Words are powerful. But did you know they are powerful enough to call things into being? If you say something often enough and long enough, it enters into reality. If you say “The election was stolen” a sufficient number of times, then just like the spell AbraCadabra, it materializes in the real world like a rabbit pulled from a hat. Suddenly, just like magic, it appears to be true.
Maybe you’re tired of all the election talk and would rather leave the last four years of accusations, misinformation, name calling and contention behind, but the way everything ended still leaves some big questions about “what is.”
Is there more than one reality? If reality is like a road, are you and I traveling on different ones? Are the Conservative and Liberal roads so far apart that we can’t even see one another from our car windows? I always thought reality was objective, empirical. That we all saw and read the same road signs and traveled together, even if we were heading in different directions. I thought everyone acknowledged that reality was one road.
Surely in this shared reality, votes actually exist; they can be verified and counted. In reality, are there not procedures in place to check the validity of mail-in ballots, otherwise why would we have them? Aren’t there means by which these ballots can be proven, traced back to the person who mailed it in, his or her vote confirmed? Yes, in fact, in Georgia they “cured” the mail-in and absentee ballots, meaning volunteers followed up, made phone calls or knocked on doors to ensure that the people who sent in the vote were real and to establish that the correct vote was recorded.
Of course there are different ways to interpret reality, but that’s just more than one interpretation, not more than one reality. We don’t live in separate realities, only one reality where we have separate opinions. Sometimes we’re unable to reconcile those opinions, but that doesn’t mean the reality has changed. It is still there.
Part of our reality is an understood social contract, which contains laws that Congress makes and that police enforce. We may not always like or agree with those laws, and that’s why there are procedures in place for changing them. But we need the social contract to keep society running smoothly. When individualism goes awry, when too many people think they know what is best and that they needn’t abide by the social contract, then we shoot off in all directions, like planets no longer held in place by gravitational pull. We rocket into chaos. The social contract is the gravity that keeps society running smoothly, like planets in their orbits.

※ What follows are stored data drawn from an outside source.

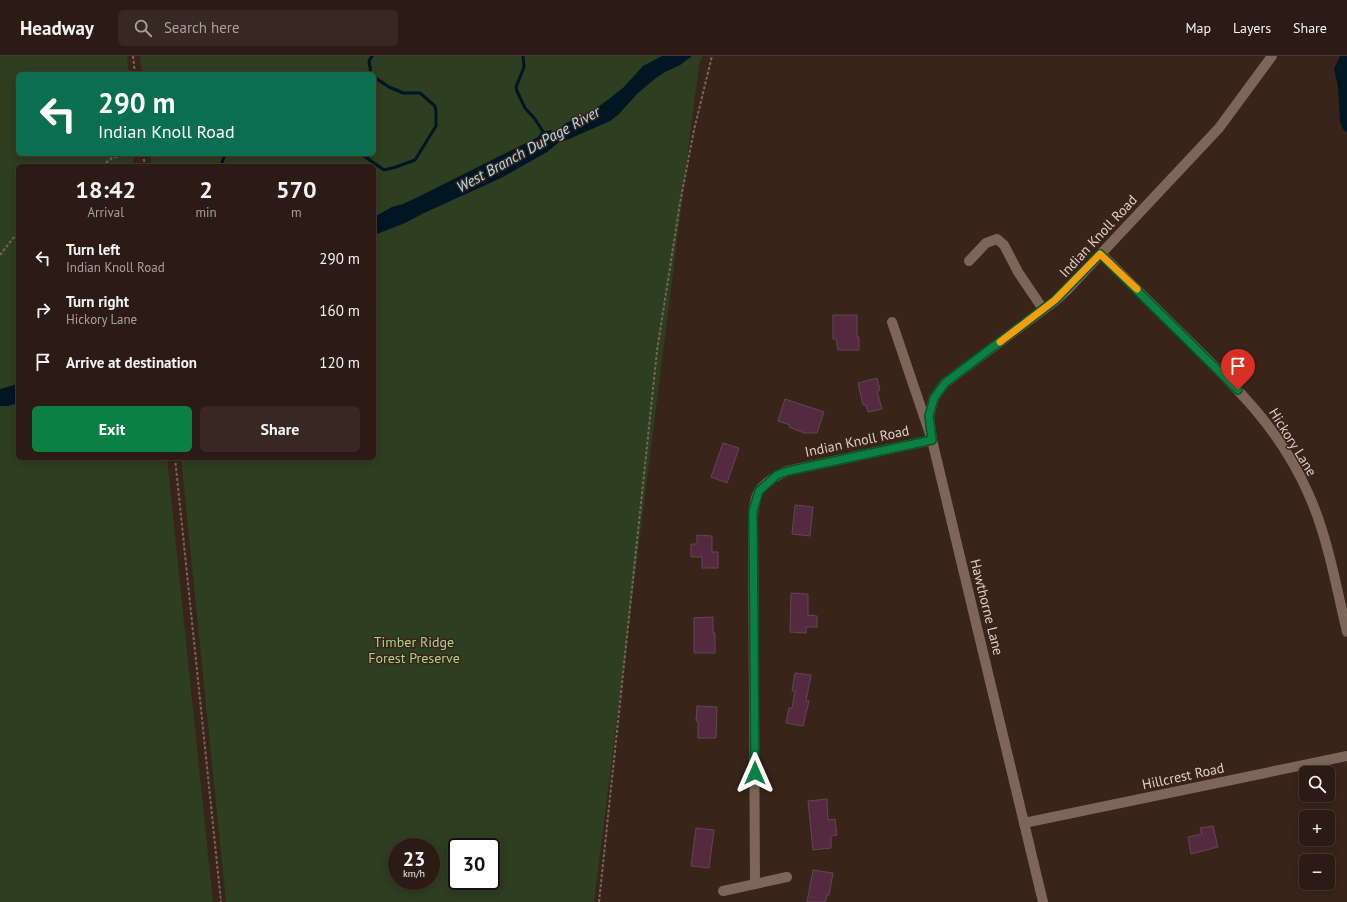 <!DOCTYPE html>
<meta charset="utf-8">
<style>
:root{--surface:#2b1b14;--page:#372822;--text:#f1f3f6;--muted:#a6a1a0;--line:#473934;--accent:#0b8043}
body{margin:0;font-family:"PT Sans",sans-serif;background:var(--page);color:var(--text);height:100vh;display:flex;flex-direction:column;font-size:15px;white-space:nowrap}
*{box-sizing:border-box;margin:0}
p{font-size:13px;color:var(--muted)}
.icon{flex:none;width:22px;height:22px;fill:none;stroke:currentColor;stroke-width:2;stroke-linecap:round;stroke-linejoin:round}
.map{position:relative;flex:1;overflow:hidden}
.details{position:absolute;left:16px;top:108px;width:360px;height:296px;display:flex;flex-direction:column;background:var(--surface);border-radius:6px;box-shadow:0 2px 10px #0003,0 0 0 1px var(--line)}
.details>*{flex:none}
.guide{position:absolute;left:16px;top:16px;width:360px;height:84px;border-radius:6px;box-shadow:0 2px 10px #0003,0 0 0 1px var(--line);background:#0b6e4f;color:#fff;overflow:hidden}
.tools{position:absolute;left:1299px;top:710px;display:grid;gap:8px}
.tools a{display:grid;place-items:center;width:36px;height:36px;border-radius:6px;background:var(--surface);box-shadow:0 2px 10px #0003,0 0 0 1px var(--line);font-size:20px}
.speed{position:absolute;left:388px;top:782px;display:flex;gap:8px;font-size:20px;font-weight:700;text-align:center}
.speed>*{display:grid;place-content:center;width:52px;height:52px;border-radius:50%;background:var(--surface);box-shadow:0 2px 10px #0003,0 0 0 1px var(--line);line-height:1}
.speed small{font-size:10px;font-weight:400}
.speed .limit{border:2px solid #111;border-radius:6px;background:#fff;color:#111}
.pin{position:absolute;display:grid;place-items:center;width:34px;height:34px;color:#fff;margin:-41px -17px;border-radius:50% 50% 50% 0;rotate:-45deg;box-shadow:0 0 4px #0007}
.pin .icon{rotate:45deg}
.me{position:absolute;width:44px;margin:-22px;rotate:0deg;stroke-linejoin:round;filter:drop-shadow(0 0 3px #0008)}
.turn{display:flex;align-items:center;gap:14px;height:84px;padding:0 16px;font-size:18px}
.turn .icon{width:52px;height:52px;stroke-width:2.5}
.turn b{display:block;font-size:28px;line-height:34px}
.eta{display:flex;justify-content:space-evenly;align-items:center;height:68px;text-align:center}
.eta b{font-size:24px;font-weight:600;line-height:28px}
.action{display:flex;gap:8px;margin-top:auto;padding:8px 16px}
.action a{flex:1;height:46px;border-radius:6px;background:var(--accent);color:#fff;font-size:16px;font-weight:600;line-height:46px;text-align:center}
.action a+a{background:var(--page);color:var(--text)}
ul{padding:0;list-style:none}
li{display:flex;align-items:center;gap:12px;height:52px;padding:0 16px}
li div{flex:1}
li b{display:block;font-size:15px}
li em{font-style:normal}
header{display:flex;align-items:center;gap:24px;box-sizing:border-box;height:56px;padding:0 20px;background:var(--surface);border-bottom:1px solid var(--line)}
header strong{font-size:19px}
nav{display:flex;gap:22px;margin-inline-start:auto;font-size:14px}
.search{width:280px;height:36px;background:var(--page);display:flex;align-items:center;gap:10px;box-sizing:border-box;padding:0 14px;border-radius:6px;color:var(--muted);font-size:15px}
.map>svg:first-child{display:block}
.green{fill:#2e3e20;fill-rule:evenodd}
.water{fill:#001622}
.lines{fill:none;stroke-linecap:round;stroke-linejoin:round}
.stream{stroke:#001622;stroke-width:3}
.building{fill:#552a40;stroke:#604753}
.path{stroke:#77655c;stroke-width:2;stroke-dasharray:3 2;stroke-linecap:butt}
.minor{stroke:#7e655a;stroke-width:10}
.route-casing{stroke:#07532c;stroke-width:10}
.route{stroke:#0b8043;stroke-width:7}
.slow{stroke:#f59e0b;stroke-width:7}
.labels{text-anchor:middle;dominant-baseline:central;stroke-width:3;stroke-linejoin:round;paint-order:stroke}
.street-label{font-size:14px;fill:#decfc9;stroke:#39241a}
.park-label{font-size:14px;fill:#acd28e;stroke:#39241a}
.water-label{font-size:15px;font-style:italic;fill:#aedff7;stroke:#39241a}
</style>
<header>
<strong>Headway</strong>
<div class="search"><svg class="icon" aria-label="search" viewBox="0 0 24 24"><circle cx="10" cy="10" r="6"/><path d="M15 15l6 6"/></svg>Search here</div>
<nav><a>Map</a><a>Layers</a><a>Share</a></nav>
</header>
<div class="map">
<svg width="1347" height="846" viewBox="0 0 1347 846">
<rect width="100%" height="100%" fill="#39241a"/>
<g class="green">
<polygon points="0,0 127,0 129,18 18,18 18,98 134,98 133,110 18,110 18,402 167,402 213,846 0,846"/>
<path d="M140,0h563l-2,3 -2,6 -105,837h-368l-45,-444h193v-292h-223l-1,-12h224v-80h-232zM397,791h34v34h-34zM457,791h34v34h-34z"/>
</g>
<g class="water">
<path d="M662,0h30l-12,9 -15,7 -9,6 -18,15 -20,22 -8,6 -43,19 -8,2 -12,10 -46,26 -77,35 -19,10 -31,12v-18l18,-10 11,-3 17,-8 118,-59 3,-5 10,-2 3,2c6,-1 7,-6 12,-9l25,-11 18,-13 15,-12 19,-21z"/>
<polygon points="1340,0 1347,0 1347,77 1343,73 1340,66 1338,30 1334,13"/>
<polygon points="18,327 18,347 8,350 0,350 0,333 14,329"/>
</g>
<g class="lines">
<g class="stream">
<polyline points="523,0 524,11 516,31 517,35 525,52 535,63 545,79"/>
<polyline points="371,18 369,5 372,0"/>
<polyline points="361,98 384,114 396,111 415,104 436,70 436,56 435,50 420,37 403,37 389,31 374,21"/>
<polyline points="221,110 225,98"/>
</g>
</g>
<g class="building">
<polygon points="833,259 857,259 857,281 859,281 859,294 838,294 836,283 833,283"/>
<polygon points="877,322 880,334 877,335 882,353 868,356 866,349 863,349 858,327"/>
<polygon points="785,343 824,356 817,377 804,377 789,371 790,369 778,365"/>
<polygon points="723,387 739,392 727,427 711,421"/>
<polygon points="795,449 813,451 810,480 792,478"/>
<polygon points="697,479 712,480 712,496 718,496 718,512 702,512 702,501 691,501 691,488 697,488"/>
<polygon points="791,537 808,538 808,559 817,560 817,571 806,571 806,577 790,576"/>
<polygon points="713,561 713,577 715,577 715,597 694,597 694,562"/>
<polygon points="795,617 811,619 806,645 809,645 803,670 786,667 789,652 792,652 795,635 792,635"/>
<polygon points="697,650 717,651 716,682 698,682 698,665 696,665"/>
<polygon points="827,743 828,764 835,763 837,779 831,780 831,792 813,794 808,745"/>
<polygon points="1213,770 1218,791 1191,798 1188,781 1202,778 1200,772"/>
<polygon points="696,772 714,774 709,812 691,810"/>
<polygon points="813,814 833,817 829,839 827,839 825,846 807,846"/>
</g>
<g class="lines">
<g class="path">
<polyline points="133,0 135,18"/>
<polyline points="143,98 145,110"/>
<polyline points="102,110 112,102 126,98"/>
<polyline points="0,199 18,176"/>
<polyline points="175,402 221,846"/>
<polyline points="599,846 657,295 680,147 694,74 712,0"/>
</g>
<g class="minor">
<path d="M1101,198c29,29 59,58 88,87 49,48 92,89 120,154 19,43 27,91 38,137"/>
<polyline points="969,205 986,187 997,183 1004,189 1018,216 1043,253"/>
<polyline points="892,266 932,384 1043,846"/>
<polyline points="1024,767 1347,700"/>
<path d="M755,828l-2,-365c0,-7 2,-22 6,-28 5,-8 20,-17 28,-20l145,-31 -3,-24 5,-18 11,-15 110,-82 12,-11 152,-162 53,-72"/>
<polyline points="723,835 787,821"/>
</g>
</g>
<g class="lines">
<g class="route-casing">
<polyline id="route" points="755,717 753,455 759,435 777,419 788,415 932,384 929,360 934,342 945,327 1055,244 1100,198 1238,334"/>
</g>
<use href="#route" class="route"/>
<polyline class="slow" points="1000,286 1055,244 1100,198 1137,233"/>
</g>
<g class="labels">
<g class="street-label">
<text transform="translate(1098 180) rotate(-47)">Indian Knoll Road</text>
<text transform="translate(857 385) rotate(-12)">Indian Knoll Road</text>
<text transform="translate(1293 386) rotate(58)">Hickory Lane</text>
<text transform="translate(987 551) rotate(76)">Hawthorne Lane</text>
<text transform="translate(1183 720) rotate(-12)">Hillcrest Road</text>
</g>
<g class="park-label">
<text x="414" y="586">Timber Ridge<tspan x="414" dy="16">Forest Preserve</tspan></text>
</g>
<g class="water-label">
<text transform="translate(528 93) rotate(-29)">West Branch DuPage River</text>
</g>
</g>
</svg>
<div class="tools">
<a><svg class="icon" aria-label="search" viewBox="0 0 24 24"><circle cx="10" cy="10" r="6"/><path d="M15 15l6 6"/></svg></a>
<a>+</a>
<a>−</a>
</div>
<div class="speed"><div>23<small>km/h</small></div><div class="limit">30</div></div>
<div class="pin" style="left:1238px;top:334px;background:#d93025"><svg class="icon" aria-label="arrive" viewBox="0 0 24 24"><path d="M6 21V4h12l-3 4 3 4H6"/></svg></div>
<svg class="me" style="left:755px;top:717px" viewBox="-20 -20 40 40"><path d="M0-17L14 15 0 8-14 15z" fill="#0b8043" stroke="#fff" stroke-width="4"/></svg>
<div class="guide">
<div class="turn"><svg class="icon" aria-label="left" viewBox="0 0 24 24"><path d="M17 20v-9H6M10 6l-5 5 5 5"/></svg><div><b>290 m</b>Indian Knoll Road</div></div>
</div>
<section class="details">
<div class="eta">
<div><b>18:42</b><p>Arrival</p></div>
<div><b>2</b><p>min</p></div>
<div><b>570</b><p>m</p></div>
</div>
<ul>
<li><svg class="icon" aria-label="left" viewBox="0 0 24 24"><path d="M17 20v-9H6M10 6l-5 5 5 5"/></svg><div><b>Turn left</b><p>Indian Knoll Road</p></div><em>290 m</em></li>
<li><svg class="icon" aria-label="right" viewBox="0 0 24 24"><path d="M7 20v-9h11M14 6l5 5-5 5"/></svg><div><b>Turn right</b><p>Hickory Lane</p></div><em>160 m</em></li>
<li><svg class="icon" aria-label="arrive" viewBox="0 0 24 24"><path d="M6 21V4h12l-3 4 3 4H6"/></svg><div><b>Arrive at destination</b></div><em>120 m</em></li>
</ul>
<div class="action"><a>Exit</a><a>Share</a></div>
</section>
</div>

The social contract legitimizes government, composed of civil servants who make sure that our food is safe, that the air we breathe is clean, that roads are maintained, that law breakers feel the consequences, that social security upholds the most vulnerable.
Some think that government is the “deep state,” a cabal of anonymous but powerful people who make decisions in secret, behind closed doors. Who are these influential but unknown people? Are they elected officials? Are they government employees? Are they oligarchs, like the Koch brothers and Harold Hamm? Is the Left or the Right the deep state? Is it the news media, fake or otherwise? Is it the military-industrial complex? (But wait, how can that be when the POTUS is in charge of the military?)
Trump constantly referred to and blamed the deep state for anything that didn’t go his way: it was the deep state who was investigating his ties with Russia; it was the deep state making him look bad by delaying the COVID vaccine. By playing the victim yet being deliberately vague, he planted seeds of paranoia in the minds of many, and paranoia breeds conspiracy theories. The deep state can be anyone’s scapegoat because, like the coronavirus, it’s an invisible enemy. The deep state seeks to accomplish the goals of only a privileged few, the thinking goes, and therefore hinders the will of the people. Thus, the deep state is the enemy of democracy.
But it’s too easy to blame others for our own problems.
Americans are like exasperated toddlers who blame the tricycle they’re riding for where they’ve ended up. Forget the deep state; it is we who are steering. Don’t throw the tricycle in the ditch if you don’t like where it’s taking you. Instead, work to change your destination.
And for god’s sake, let’s all admit that we’re driving on the same road.